#### Aim of the exercise:
Find all lines in the records that include the word "Keep", and copy them out.

#### Data to use:

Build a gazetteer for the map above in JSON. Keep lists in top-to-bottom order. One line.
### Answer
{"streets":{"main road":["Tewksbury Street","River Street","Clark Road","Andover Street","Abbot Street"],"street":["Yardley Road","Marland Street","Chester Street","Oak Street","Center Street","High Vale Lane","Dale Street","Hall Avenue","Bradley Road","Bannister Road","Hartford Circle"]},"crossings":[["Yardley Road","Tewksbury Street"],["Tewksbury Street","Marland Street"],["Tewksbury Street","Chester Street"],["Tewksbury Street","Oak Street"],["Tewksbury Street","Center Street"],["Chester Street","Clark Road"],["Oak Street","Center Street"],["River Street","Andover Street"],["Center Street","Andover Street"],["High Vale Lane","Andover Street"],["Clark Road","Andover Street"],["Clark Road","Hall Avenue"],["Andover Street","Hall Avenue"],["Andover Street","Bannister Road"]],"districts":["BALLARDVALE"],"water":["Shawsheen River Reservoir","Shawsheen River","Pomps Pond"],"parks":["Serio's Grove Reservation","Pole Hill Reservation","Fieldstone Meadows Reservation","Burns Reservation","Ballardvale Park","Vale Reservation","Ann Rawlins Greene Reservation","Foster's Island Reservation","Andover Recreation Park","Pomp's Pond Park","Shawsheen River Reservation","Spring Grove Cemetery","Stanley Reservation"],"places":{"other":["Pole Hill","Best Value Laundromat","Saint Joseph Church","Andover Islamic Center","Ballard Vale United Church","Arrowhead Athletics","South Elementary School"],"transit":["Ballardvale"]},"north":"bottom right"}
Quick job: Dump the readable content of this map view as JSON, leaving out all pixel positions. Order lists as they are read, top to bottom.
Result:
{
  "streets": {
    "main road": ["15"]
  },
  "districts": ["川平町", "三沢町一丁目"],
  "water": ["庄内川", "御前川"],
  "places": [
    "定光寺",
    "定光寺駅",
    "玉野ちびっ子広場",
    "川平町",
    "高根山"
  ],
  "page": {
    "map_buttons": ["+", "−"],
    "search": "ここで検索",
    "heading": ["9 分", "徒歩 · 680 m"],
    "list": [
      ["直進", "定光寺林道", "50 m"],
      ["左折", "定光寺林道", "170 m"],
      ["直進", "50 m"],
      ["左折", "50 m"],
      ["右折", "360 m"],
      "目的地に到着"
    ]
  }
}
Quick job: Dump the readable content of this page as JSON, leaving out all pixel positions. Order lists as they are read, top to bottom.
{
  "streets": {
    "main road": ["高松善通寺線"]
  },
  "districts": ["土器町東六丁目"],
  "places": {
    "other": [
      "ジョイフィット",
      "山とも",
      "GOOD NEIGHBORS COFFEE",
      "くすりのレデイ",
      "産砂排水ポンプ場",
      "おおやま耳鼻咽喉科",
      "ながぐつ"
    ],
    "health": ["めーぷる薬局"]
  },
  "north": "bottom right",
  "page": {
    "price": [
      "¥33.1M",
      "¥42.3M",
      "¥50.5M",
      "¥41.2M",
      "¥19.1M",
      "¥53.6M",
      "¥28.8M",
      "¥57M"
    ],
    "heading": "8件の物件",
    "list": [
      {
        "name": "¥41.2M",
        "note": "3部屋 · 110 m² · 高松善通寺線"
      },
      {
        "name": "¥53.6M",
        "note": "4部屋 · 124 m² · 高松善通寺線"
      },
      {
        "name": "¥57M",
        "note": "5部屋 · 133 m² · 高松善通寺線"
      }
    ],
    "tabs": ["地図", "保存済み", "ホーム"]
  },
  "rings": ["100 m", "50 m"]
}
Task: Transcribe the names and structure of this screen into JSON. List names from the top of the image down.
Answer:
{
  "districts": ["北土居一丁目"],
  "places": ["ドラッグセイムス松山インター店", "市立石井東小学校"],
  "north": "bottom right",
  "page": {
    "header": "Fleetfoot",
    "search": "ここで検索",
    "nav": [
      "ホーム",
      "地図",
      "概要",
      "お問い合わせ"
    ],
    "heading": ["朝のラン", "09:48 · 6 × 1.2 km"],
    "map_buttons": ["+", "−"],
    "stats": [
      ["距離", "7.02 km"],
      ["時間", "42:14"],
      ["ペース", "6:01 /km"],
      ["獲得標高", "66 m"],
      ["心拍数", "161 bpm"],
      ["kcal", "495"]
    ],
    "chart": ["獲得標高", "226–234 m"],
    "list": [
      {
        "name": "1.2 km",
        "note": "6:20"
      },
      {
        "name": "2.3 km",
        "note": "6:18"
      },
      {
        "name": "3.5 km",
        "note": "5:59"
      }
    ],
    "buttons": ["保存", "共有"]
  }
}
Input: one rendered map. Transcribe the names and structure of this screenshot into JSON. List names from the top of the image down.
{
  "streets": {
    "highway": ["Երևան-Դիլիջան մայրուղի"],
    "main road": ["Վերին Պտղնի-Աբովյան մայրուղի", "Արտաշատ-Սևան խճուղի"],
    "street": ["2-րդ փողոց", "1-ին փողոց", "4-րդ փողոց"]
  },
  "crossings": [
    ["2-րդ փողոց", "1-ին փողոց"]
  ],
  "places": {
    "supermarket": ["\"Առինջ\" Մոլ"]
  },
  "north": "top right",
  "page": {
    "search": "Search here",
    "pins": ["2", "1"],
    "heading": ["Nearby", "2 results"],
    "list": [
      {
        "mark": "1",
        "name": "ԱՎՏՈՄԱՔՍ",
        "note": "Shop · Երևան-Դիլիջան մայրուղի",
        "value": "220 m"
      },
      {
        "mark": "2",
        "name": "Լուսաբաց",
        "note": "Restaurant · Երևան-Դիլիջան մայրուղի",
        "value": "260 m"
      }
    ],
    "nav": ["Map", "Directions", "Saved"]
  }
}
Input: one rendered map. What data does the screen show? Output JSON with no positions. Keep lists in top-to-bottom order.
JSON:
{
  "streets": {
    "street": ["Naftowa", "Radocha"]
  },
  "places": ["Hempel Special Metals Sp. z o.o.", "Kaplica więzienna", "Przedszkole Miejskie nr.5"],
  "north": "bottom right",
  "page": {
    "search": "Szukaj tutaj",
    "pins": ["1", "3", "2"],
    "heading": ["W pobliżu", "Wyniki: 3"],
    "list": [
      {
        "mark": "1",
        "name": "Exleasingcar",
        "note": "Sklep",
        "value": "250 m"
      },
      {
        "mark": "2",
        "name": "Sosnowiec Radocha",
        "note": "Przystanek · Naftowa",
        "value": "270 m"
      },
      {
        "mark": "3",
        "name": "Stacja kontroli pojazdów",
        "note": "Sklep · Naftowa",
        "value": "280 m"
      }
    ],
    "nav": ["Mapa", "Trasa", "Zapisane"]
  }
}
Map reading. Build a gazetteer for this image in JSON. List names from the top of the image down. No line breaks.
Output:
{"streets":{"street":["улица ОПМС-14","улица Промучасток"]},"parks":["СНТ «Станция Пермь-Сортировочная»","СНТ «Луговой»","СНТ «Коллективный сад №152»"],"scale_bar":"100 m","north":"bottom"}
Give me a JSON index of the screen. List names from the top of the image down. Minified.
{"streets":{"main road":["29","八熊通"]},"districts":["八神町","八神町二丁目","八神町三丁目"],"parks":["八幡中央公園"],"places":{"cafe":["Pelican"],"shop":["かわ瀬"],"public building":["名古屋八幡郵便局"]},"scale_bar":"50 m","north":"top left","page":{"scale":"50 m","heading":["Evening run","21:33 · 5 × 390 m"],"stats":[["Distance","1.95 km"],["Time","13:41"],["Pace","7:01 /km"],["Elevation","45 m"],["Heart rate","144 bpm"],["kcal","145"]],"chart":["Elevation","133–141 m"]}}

#### Output:
Build a gazetteer for the map above in JSON. Keep lists in top-to-bottom order. One line.
Input: one rendered map. What data does the screen show? Output JSON with no positions. Keep lists in top-to-bottom order.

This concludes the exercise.